U.S. Department of Commerce Economic Development Administration grant will fund a study to access creation of center to guide entrepreneurs and validate and assess innovative technologiesBy Sean Nealon, UC Riverside Media Desk
The University of California Riverside’s Bourns College of Engineering Winston Chung Global Energy Center (WCGEC) and Southern California Research Initiative for Solar Energy (SC-RISE) has received a grant to create a center to guide entrepreneurs, develop and implement a network of sustainability companies, agencies and resources, and provide validation and assessment of innovative technologies and ideas.

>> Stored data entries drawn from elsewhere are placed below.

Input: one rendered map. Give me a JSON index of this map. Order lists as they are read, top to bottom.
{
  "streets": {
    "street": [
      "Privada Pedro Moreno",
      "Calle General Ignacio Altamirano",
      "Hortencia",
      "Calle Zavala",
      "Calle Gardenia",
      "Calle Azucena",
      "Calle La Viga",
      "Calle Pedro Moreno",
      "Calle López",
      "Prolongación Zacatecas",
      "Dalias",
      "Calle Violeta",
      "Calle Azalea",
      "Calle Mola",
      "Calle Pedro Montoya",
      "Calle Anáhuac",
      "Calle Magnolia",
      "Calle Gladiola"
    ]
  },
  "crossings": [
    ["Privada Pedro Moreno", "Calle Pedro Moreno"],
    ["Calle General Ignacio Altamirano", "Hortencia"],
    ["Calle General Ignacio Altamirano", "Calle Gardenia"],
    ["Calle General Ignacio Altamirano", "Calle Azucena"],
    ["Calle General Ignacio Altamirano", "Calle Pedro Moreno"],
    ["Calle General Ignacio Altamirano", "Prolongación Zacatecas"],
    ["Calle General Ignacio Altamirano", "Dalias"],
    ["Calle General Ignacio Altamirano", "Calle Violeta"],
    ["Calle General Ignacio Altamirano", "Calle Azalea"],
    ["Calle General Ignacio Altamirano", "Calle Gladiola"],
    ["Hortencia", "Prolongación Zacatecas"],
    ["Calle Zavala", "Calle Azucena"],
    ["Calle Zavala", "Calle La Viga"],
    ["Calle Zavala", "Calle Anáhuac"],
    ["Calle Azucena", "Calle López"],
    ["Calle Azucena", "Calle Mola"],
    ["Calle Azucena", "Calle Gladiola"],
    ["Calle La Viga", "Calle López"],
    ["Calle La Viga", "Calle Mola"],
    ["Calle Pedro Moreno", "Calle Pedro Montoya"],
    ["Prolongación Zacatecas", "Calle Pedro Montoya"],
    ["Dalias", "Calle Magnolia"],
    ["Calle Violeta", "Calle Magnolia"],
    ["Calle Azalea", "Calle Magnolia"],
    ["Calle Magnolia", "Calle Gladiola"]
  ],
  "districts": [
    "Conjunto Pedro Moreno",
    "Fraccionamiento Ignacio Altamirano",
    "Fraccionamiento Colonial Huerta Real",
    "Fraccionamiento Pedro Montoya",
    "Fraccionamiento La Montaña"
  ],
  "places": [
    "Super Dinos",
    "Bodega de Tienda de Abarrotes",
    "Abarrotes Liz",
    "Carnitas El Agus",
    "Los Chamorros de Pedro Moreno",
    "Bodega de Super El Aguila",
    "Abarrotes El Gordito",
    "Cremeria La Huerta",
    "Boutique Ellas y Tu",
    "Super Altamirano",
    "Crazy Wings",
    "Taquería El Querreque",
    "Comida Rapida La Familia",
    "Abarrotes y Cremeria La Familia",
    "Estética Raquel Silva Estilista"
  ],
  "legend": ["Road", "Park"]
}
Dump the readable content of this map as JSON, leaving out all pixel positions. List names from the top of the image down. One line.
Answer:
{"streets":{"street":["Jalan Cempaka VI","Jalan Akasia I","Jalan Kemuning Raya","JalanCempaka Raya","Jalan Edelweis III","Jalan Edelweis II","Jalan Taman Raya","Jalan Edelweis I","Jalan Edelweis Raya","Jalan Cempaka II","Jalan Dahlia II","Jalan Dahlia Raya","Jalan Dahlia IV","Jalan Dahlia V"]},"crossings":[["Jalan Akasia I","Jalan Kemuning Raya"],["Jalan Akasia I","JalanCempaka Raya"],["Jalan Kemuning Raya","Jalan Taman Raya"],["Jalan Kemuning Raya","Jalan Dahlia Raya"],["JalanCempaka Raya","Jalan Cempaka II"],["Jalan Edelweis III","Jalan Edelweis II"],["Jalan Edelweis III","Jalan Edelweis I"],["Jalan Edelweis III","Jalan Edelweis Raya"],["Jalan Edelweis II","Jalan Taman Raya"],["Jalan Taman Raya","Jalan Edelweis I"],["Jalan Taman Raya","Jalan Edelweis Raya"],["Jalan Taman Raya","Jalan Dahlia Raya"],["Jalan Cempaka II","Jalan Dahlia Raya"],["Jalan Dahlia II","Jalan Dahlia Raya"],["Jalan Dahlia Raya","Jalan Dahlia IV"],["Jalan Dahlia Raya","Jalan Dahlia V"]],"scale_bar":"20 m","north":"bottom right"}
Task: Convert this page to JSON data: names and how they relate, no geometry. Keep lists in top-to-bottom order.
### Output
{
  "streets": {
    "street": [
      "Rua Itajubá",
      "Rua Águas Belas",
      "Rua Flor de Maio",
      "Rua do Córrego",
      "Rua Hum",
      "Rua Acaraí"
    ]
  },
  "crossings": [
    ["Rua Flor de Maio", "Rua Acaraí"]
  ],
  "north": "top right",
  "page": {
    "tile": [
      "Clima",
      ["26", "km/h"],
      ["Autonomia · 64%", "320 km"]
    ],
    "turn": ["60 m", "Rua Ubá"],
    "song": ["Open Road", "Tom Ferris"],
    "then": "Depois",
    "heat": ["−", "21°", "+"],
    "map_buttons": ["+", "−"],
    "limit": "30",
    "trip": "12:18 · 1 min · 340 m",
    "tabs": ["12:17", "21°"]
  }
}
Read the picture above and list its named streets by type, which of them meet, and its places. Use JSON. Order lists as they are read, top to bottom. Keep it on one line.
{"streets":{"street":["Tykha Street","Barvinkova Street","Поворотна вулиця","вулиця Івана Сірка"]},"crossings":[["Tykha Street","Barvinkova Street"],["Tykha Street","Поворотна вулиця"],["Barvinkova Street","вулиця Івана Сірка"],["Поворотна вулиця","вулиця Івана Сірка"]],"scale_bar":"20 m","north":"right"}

The goal is that the initial $95,000 grant from the U.S. Department of Commerce Economic Development Administration will lead to future funding that will allow WCGEC and SC-RISE to hire staff to operate the center, said Sadrul Ula, co- director of the WCGEC, who will compile the feasibility report.
“The idea is to provide a one-stop shop for entrepreneurs to pursue their ideas and dreams,” Ula said.
The principal investigator, Nosang V. Myung, a professor and the department chair of chemical and environmental engineering, will be assisted by Ula and Alfredo Martinez-Morales, managing director of SC-RISE, to perform the feasibility study.
The Riverside County Economic Development Agency helped secure the grant and is a key partner in the project. The proposed center aligns with the Riverside County Comprehensive Economic Development Strategy (CEDS), a federally-approved plan created by the county which calls for collaborations between UC Riverside and industry to develop technologies in solar energy, wind power and renewable fuels.
“Our goal is to take advantage of the intellectual capital at UCR and create opportunities for commercialization of technology through a synergy between industry and entrepreneurs,” said Rob Moran, the economic development manager with Riverside County EDA.
The idea for the center came because researchers at WCGEC and SC-RISE receive inquiries from entrepreneurs and innovators, particularly in the fields of renewable energy and energy efficiency, looking for help testing a product or getting it to market, Ula said.
The feasibility study, which is scheduled to be complete in a year, will determine how to design a resource center that can support the development of a sustainability enterprise and industry in the Inland Empire region.
To do this, the center will inventory existing resources, establish a consultative board, and perform technology assessment and mentoring for several companies to understand their needs and how a center could support entrepreneurship in renewable energy and other sustainability technologies.
The feasibility study also involves MBA students from UC Riverside’s School of Business Administration. They will provide market analysis, economic impact analysis, supply chain analysis, land use analysis and business plans. The technology validation and assessment services will be performed at the Bourns College of Engineering Center for Environmental Research and Technology (CE-CERT).
The center will also coordinate with Cal State San Bernardino, College of the Desert and other community colleges and high schools in the region for workforce development programs. The center will be a clearinghouse of information for hands-on trade skill courses.
The addition of the renewable energy center is yet another example of how Riverside’s university and community leaders collaborate to address issues, leading to more inventive and multi-disciplinary approaches that strengthen the regional economy while improving quality of life.